Of the entries below, copy only those lines that contain the word "with".

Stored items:
————

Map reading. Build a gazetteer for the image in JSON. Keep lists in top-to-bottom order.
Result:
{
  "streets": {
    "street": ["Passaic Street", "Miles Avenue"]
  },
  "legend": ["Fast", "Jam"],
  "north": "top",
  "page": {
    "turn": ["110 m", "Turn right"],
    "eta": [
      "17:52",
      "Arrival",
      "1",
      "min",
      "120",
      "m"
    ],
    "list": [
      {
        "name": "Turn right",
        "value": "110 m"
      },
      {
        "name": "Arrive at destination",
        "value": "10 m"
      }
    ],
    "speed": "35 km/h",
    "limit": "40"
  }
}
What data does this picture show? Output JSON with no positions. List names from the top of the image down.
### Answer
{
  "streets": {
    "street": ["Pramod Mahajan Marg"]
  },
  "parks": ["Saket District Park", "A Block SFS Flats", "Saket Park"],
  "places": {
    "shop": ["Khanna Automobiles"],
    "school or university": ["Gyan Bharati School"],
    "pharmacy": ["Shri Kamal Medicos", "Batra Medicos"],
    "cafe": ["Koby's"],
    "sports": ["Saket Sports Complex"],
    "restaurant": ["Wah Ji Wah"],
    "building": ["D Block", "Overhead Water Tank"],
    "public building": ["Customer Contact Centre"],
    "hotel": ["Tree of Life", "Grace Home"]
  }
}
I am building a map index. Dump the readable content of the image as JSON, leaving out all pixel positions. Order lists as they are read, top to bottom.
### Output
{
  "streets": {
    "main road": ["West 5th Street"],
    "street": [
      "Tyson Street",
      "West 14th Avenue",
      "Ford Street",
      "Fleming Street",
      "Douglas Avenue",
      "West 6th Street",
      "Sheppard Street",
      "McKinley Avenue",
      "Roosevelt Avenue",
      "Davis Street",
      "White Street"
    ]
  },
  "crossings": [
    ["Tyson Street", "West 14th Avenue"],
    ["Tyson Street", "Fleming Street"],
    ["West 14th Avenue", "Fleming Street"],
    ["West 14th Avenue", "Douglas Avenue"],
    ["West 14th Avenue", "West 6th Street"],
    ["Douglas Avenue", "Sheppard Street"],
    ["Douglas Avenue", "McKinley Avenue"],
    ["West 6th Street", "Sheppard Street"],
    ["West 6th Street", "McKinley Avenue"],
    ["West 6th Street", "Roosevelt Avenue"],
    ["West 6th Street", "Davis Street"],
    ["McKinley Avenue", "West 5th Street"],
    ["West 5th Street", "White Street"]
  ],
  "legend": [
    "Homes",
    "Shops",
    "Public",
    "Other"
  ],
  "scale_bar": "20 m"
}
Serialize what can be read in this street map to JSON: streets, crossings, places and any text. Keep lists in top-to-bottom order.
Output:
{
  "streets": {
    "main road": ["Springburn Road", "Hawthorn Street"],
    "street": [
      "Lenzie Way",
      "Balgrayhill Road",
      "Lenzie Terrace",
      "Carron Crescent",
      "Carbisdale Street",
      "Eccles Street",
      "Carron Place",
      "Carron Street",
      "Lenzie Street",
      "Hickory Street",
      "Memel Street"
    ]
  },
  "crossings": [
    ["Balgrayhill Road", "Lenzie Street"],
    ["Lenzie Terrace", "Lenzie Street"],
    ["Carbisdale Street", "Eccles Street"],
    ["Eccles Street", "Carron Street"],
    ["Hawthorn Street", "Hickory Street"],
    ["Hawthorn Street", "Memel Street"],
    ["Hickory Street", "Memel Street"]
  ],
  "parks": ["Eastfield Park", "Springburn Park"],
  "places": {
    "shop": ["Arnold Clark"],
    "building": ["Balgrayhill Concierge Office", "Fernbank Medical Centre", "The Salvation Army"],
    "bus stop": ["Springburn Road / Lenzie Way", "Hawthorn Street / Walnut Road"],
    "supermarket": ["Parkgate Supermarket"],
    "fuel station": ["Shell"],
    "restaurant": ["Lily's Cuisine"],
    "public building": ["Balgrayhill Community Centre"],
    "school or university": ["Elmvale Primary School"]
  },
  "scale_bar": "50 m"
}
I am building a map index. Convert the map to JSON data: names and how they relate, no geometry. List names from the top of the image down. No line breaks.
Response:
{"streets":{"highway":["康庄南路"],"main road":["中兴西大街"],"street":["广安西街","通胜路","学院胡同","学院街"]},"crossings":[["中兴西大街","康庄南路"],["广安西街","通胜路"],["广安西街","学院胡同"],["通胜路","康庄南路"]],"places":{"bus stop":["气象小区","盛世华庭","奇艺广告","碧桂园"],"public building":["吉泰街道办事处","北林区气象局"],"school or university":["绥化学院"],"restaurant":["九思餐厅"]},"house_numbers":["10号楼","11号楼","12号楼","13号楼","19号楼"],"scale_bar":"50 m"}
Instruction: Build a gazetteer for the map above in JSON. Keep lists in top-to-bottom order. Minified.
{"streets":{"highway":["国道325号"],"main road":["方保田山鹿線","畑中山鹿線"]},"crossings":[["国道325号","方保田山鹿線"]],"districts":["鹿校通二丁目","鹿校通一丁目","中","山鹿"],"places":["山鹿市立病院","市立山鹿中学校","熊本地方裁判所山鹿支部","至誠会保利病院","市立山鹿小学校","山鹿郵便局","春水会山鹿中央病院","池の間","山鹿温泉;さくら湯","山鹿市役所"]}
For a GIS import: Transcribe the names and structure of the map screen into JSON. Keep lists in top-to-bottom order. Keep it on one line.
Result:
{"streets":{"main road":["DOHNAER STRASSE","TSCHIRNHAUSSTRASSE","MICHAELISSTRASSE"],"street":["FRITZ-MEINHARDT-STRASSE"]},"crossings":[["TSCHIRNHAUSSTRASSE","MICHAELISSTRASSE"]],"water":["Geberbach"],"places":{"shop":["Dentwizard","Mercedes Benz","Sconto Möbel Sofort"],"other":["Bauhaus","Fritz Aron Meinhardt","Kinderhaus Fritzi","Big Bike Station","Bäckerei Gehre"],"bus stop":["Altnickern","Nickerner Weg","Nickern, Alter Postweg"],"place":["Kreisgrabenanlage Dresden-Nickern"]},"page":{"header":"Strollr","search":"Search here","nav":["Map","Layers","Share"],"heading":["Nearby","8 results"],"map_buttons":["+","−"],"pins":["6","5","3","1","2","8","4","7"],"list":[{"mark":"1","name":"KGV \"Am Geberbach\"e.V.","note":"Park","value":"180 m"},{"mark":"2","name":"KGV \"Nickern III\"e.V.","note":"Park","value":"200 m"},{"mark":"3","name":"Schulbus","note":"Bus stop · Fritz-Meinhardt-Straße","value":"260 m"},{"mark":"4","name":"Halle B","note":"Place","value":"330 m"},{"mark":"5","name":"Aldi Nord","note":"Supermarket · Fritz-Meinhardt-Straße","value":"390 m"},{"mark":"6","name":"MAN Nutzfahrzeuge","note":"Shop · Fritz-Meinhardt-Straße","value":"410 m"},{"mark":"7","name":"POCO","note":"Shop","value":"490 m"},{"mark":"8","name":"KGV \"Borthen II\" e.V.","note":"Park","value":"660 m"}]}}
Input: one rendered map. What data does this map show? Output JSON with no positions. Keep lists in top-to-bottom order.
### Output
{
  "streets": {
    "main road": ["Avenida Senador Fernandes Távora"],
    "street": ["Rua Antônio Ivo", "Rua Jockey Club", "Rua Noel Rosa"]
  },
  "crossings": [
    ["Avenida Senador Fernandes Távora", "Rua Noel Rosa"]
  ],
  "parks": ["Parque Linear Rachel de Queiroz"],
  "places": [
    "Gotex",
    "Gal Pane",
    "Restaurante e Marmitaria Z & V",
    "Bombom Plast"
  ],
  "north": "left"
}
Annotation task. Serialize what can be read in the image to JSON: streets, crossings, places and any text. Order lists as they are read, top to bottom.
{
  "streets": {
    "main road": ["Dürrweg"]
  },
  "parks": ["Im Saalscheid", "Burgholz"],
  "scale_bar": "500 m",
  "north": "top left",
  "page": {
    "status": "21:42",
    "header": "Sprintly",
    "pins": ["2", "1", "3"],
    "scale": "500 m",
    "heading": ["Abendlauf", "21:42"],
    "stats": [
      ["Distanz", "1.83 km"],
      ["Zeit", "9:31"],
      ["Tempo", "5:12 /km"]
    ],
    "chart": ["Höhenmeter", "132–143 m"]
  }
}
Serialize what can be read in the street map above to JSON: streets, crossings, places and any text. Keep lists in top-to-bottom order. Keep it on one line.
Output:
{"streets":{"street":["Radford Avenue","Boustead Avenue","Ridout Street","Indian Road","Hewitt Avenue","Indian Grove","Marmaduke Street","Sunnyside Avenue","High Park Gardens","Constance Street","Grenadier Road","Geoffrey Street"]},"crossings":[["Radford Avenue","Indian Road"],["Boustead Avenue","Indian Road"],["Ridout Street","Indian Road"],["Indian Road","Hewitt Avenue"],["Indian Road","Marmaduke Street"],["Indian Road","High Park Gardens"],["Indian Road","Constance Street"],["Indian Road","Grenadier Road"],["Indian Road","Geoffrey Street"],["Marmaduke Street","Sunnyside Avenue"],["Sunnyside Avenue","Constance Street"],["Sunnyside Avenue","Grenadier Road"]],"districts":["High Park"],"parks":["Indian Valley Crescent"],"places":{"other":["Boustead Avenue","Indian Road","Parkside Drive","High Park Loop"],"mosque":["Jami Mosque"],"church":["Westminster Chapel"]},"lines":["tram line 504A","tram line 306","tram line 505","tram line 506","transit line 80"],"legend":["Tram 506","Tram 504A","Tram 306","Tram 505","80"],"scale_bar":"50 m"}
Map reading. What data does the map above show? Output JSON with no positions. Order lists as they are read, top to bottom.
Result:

————

WRITTEN RESPONSE:
What data does this picture show? Output JSON with no positions. List names from the top of the image down.
Input: one rendered map. What data does this map show? Output JSON with no positions. Keep lists in top-to-bottom order.
Map reading. What data does the map above show? Output JSON with no positions. Order lists as they are read, top to bottom.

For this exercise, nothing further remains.